Galatians 3:18-29 NIV
18 For if the inheritance depends on the law, then it no longer depends on the promise; but God in his grace gave it to Abraham through a promise.
19 Why, then, was the law given at all? It was added because of transgressions until the Seed to whom the promise referred had come. The law was given through angels and entrusted to a mediator. 20 A mediator, however, implies more than one party; but God is one.
21 Is the law, therefore, opposed to the promises of God? Absolutely not! For if a law had been given that could impart life, then righteousness would certainly have come by the law. 22 But Scripture has locked up everything under the control of sin, so that what was promised, being given through faith in Jesus Christ, might be given to those who believe.
Children of God
23 Before the coming of this faith,[a] we were held in custody under the law, locked up until the faith that was to come would be revealed. 24 So the law was our guardian until Christ came that we might be justified by faith. 25 Now that this faith has come, we are no longer under a guardian.
26 So in Christ Jesus you are all children of God through faith, 27 for all of you who were baptized into Christ have clothed yourselves with Christ. 28 There is neither Jew nor Gentile, neither slave nor free, nor is there male and female, for you are all one in Christ Jesus. 29 If you belong to Christ, then you are Abraham’s seed, and heirs according to the promise.

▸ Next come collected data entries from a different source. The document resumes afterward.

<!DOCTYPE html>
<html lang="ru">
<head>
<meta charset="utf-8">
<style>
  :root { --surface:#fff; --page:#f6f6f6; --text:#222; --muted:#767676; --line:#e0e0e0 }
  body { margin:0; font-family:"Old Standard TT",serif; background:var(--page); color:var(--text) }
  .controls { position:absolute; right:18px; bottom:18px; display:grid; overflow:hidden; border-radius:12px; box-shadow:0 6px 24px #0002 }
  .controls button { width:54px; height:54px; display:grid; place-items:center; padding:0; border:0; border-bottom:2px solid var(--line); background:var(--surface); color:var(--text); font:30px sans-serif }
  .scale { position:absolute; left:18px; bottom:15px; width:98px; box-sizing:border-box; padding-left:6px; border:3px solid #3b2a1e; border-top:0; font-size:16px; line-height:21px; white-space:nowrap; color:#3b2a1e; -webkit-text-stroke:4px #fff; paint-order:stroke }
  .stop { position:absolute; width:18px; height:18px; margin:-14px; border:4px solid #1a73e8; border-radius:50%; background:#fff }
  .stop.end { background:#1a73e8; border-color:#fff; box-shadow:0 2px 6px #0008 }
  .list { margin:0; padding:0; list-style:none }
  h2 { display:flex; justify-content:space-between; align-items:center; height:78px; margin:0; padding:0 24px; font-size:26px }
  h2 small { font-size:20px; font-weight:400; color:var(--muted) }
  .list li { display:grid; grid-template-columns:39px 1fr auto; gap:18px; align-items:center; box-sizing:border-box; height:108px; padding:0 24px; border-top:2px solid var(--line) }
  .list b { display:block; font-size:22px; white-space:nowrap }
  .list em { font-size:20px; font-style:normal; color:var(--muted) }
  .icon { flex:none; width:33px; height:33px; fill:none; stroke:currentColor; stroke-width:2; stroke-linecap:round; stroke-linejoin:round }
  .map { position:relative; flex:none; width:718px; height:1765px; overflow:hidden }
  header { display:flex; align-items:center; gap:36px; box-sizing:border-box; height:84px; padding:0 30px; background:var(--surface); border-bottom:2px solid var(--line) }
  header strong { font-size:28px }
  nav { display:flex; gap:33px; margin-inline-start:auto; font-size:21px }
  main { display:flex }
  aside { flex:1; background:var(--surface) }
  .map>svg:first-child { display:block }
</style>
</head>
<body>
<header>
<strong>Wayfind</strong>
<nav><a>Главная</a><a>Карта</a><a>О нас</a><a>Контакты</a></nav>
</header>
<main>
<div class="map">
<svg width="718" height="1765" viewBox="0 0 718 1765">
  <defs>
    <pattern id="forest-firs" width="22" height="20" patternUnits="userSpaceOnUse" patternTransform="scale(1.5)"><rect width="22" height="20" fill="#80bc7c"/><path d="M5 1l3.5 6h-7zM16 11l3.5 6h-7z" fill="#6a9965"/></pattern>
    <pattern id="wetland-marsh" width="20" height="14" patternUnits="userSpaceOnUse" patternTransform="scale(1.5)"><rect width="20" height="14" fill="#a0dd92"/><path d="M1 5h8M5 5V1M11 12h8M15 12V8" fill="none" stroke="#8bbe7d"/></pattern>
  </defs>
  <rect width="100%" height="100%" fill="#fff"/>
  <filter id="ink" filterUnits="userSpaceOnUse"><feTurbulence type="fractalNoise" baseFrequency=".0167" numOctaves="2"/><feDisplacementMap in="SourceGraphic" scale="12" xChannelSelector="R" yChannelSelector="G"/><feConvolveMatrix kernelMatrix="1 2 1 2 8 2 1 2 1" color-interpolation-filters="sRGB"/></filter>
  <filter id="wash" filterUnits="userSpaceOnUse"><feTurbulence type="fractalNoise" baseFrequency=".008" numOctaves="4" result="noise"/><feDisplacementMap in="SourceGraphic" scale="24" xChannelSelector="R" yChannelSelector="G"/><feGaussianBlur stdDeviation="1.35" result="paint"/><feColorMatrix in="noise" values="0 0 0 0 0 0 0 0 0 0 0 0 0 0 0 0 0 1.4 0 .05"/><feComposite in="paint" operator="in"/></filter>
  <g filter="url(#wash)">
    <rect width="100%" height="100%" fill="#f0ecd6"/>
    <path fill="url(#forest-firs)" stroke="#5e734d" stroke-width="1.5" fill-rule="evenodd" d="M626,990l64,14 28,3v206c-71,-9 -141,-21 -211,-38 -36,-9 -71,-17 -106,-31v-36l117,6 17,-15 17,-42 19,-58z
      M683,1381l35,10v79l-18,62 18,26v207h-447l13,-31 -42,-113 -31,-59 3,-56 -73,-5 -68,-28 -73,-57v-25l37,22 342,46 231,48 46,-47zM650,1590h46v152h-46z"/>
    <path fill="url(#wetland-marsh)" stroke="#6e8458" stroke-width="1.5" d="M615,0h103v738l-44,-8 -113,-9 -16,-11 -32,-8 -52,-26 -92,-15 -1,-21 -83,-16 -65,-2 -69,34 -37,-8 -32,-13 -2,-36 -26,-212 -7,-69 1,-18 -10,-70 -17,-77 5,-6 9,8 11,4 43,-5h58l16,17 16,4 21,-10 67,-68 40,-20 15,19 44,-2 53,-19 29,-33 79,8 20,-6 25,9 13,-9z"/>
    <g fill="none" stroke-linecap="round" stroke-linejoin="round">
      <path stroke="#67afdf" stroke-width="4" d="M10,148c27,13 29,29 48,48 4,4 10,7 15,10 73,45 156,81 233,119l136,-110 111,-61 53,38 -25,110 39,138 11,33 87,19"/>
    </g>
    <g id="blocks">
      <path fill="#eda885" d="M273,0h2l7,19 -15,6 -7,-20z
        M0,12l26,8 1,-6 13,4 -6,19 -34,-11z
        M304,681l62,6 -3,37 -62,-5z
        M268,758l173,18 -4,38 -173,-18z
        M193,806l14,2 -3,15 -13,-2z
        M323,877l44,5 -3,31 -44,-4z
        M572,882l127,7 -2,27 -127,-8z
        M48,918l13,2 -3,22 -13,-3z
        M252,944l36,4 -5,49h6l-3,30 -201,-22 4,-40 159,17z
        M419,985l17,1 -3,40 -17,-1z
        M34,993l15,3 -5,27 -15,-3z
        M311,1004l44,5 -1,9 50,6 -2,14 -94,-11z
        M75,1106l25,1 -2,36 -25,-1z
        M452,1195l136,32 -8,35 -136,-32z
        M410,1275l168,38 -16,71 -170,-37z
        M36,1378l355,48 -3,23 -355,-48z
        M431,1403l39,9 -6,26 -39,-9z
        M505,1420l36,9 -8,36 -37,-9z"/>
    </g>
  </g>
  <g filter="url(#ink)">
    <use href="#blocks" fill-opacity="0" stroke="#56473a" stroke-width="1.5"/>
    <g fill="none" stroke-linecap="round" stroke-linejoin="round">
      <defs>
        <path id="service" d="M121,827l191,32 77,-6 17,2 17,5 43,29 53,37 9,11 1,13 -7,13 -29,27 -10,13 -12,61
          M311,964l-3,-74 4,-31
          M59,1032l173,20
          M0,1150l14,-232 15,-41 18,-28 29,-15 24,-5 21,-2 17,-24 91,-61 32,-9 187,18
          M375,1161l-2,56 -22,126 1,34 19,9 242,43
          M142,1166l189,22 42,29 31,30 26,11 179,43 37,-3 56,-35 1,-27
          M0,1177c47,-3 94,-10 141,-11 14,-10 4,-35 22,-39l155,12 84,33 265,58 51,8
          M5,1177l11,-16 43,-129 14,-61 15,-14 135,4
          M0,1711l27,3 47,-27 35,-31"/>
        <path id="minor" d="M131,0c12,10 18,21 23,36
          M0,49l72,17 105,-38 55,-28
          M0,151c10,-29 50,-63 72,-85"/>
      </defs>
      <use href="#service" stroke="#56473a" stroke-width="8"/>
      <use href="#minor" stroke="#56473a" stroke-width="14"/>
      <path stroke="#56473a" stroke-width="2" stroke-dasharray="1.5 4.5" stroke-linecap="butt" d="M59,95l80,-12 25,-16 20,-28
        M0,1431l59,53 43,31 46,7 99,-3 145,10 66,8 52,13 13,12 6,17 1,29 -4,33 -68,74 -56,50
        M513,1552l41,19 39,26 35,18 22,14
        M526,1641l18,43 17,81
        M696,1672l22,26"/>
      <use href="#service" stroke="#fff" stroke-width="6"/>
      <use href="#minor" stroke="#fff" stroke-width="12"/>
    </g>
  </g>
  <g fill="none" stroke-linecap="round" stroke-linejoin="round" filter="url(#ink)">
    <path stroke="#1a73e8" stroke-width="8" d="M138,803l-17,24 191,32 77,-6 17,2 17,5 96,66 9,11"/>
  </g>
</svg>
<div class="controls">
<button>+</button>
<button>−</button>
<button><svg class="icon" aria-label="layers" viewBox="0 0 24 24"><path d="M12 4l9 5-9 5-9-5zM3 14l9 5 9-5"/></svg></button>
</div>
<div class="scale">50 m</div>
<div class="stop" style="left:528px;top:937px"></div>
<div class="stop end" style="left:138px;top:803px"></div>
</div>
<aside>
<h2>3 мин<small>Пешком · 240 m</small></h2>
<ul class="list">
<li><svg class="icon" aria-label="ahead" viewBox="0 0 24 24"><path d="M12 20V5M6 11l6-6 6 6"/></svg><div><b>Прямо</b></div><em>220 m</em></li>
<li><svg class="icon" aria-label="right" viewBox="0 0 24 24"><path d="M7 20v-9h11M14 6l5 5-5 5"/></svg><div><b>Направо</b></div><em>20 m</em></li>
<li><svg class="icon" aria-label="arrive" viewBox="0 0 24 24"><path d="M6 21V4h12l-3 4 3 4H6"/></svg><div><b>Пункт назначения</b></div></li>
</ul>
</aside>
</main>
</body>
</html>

What Are The Works Of The Law
In his letters, the apostle Paul warned the believers in the churches in Rome and Galatia not to place their hope for salvation in the works of the law. To the Roman Christians, he said, “For by works of the law no human being will be justified in his [God’s] sight” (Romans 3:20). To the Galatian believers: “We know that a person is not justified by works of the law but through faith in Jesus Christ” (Galatians 2:16; cf. 3:5). To justify is to declare righteous.
The “works of the law” are the actions performed to fulfill the Mosaic Law found in the first five books of the Old Testament. Keeping the Sabbath, being circumcised (the issue before the Galatian churches), eating “clean” foods, and other ceremonies are powerless to justify us in the sight of God. In addition, following the morality of the law (not murdering, not committing adultery, not stealing) is insufficient to make us right in God’s eyes. No act on the part of sinful creatures can result in God’s declaring them to be righteous in His sight.
Why can’t the works of the law save us? First, because the works of the law can never be done completely. The standard is perfection, and that means “good enough” won’t pass muster. Paul explains to the Galatians: “All who rely on the works of the law are under a curse, as it is written: ‘Cursed is everyone who does not continue to do everything written in the Book of the Law’” (Galatians 3:10, emphasis added). James further explains that anyone who offends in just one point is guilty of breaking the whole of the law (James 2:10). There are over six hundred individual commandments in the Mosaic Law, and breaking just one of them one time renders a person guilty. No one but Jesus ever kept the law perfectly.
Second, the law was never intended to justify anyone; it was given to show us our sinfulness and to reveal the perfect holiness of the Lawgiver (Romans 3:20). Without the law, we would not know what sin is (Romans 7:7). The law is holy because God is holy. Just as a straightedge reveals the crookedness of a line, so the law of God exposes our lack of holiness. No one measures up to God’s standard (Romans 3:10). The law cannot justify; it can only condemn. No one can stand before a holy God on the basis of his own efforts, even if those efforts include a hearty attempt at keeping the works of the law.
If the works of the law justify no one, and serve only to reveal our own sinfulness and our desperate state, what are we to do? The Bible offers the only solution to the problem of sin: “But now apart from the law the righteousness of God has been made known, to which the Law and the Prophets testify. This righteousness is given through faith in Jesus Christ to all who believe” (Romans 3:21–22). This is why “the just shall live by faith” (Romans 1:17, NKJV).
We can only be declared righteous “by faith apart from works of the law” (Romans 3:28), and that faith must rest in the only Savior, the Lord Jesus Christ: “Salvation is found in no one else, for there is no other name under heaven given to mankind by which we must be saved” (Acts 4:12). To continue to attempt to earn a place in heaven through the works of the law is to ignore the sacrifice of Christ: “If righteousness could be gained through the law, Christ died for nothing!” (Galatians 2:21).